Laboratory products
Published over 16 years ago. See the latest and most current information on Laboratory products.
Agilent Technologies, Inc and Applied Biosystems, have introduced the Agilent SureSelect Target Enrichment System, which is optimised for the SOLiD™ System, a next-generation advanced genomic analysis
sequencing platform. As part of the agreement, the companies are comarketing the SureSelect system, which is a unique research tool for efficiently re-sequencing specific regions of interest in the genome. The tool saves researchers tremendous amounts of time and expense, often enabling them to conduct studies that would otherwise not be feasible.
In advance of the commercialisation, the SureSelect Target Enrichment System was made available to a number of research scientists using the SOLiD System on an early-access basis, including Dr John McPherson,
Cancer Genomics director at the Ontario Institute for Cancer Research (OICR). Research scientists at OICR are using seven SOLiD Systems to identify genes critical to the development of cancer.

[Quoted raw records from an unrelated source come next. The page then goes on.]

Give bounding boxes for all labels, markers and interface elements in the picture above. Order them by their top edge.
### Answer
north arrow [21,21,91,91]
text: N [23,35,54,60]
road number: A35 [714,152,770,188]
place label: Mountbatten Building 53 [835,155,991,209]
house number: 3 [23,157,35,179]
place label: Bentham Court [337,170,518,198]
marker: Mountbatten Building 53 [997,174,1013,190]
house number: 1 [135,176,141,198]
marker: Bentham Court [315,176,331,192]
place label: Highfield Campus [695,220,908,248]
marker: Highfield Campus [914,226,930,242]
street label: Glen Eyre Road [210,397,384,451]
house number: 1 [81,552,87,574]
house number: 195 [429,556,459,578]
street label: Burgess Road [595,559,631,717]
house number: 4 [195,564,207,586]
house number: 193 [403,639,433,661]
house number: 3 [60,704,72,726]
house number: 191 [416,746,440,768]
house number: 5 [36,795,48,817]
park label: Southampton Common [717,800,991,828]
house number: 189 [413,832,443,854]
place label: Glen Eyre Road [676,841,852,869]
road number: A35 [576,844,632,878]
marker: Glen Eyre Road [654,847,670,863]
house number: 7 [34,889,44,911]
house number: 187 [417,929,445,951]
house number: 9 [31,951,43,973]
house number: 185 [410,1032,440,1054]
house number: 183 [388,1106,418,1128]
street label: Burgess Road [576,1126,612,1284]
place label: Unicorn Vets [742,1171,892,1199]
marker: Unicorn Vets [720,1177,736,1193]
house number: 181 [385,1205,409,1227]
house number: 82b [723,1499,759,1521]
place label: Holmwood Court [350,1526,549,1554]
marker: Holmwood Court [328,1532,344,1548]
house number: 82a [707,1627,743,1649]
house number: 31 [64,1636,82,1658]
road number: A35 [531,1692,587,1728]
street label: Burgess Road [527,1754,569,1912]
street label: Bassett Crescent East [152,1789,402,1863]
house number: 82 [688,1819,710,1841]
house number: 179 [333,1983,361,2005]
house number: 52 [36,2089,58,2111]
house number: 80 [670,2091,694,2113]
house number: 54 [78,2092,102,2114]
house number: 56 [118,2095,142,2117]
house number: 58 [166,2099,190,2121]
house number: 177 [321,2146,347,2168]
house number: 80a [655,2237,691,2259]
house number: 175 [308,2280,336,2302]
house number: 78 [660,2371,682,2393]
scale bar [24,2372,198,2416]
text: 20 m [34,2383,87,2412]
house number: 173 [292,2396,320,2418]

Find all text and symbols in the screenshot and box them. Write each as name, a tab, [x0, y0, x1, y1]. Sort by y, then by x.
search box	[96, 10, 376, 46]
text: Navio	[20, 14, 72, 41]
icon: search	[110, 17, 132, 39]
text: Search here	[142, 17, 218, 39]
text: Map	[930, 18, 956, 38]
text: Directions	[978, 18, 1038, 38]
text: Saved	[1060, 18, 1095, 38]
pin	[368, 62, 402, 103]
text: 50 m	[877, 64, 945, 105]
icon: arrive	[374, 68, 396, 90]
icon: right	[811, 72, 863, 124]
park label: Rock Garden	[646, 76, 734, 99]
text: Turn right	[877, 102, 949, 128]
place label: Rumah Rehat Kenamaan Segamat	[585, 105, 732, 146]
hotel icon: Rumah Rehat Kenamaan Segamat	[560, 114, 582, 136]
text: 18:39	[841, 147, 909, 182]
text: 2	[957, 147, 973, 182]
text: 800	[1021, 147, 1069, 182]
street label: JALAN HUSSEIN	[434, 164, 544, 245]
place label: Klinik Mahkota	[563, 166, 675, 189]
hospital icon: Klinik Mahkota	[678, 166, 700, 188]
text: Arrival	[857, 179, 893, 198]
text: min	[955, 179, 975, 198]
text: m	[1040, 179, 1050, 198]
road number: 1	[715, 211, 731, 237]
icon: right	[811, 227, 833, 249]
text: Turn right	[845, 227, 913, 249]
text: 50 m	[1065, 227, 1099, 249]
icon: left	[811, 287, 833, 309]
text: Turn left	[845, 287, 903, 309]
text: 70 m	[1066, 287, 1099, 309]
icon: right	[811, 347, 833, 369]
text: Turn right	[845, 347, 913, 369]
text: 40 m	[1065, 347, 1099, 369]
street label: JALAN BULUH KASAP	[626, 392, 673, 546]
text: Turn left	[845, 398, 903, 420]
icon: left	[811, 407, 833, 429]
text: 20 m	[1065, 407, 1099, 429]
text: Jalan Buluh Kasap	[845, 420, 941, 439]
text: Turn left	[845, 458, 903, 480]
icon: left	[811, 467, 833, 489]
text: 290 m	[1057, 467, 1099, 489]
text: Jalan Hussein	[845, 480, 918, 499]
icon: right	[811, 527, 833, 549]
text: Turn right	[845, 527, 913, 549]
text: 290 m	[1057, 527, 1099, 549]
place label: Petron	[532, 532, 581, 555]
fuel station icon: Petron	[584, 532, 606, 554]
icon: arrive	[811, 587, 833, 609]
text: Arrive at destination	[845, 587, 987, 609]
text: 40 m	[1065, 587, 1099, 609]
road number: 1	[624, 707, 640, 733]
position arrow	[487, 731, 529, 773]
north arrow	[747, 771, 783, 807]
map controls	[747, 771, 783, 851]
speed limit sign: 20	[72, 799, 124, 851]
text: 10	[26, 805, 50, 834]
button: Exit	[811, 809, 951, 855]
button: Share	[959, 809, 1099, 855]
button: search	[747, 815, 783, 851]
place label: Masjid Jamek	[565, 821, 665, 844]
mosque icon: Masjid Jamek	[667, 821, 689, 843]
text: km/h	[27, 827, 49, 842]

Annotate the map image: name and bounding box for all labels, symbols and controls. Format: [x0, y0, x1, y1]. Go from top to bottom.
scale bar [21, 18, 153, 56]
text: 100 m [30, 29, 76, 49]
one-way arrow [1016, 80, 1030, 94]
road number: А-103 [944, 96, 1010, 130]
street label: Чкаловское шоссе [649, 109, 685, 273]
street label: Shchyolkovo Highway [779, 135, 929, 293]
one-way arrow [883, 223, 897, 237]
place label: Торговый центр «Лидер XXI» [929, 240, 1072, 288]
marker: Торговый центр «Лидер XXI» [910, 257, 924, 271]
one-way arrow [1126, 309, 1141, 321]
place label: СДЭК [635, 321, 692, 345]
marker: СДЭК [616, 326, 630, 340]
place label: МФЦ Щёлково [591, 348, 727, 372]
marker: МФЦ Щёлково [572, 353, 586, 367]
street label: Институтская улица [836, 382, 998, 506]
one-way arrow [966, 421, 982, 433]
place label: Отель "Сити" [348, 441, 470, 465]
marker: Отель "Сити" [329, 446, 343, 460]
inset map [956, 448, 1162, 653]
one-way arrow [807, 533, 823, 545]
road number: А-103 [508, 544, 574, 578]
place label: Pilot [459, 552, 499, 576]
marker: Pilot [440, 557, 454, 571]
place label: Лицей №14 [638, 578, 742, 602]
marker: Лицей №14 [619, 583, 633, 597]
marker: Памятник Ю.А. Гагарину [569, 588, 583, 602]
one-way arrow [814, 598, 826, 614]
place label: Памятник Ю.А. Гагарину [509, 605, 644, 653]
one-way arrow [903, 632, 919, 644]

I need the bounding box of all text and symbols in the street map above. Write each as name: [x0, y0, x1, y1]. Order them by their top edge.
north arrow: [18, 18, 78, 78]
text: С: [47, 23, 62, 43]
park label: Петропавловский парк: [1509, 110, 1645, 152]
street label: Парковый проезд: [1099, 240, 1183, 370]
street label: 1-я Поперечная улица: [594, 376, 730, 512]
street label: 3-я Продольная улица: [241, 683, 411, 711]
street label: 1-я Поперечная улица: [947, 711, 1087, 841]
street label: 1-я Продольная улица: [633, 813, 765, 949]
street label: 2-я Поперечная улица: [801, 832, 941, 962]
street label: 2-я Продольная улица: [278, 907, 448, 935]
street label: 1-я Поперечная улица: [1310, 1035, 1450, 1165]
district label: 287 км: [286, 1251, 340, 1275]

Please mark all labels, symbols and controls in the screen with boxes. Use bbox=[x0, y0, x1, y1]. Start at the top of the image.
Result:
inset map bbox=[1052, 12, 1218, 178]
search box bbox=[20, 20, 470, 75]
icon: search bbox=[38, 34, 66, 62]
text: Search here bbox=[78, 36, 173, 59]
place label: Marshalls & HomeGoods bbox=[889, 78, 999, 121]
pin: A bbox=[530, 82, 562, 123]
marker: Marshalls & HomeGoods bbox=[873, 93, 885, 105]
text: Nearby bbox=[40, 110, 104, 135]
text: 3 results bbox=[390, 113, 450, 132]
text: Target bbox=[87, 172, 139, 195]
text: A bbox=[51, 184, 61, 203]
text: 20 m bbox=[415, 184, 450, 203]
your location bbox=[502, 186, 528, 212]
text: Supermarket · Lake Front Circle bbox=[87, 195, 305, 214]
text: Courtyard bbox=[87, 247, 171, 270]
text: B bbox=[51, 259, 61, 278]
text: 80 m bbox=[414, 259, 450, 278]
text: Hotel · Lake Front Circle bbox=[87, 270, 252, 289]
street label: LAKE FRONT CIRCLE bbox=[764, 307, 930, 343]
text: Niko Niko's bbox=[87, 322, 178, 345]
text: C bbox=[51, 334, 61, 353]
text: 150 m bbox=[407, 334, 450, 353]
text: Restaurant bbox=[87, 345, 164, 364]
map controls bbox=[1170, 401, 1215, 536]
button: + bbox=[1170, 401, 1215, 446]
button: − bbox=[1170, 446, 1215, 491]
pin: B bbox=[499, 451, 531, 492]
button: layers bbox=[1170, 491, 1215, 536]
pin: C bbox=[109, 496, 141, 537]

Agilent’s target-enrichment product line offers customer-specified mixtures of up to 55,000 biotinylated RNA probes, delivered in single tubes. The capture probes are 120 base pairs long, the longest currently
on the market for this application. This makes them very effective at capturing DNA containing unknown mutations, such as single nucleotide polymorphisms, insertions or deletions. SureSelect products are packaged for a range of study sizes, from tens to thousands of samples, and are well suited for automation in very-high-throughput workflows, unlike other commercially available products for this application.
Users can design their own custom SureSelect mixtures using the Agilent eArray online design tool, which contains many key genomes and also lets users upload their own sequences. This intuitive, Webbased design tool is the heart of Agilent’s custom genomics product manufacturing capability and is now expanded to the new SureSelect platforms. eArray allows researchers to easily design the tools they need without up-front design fees.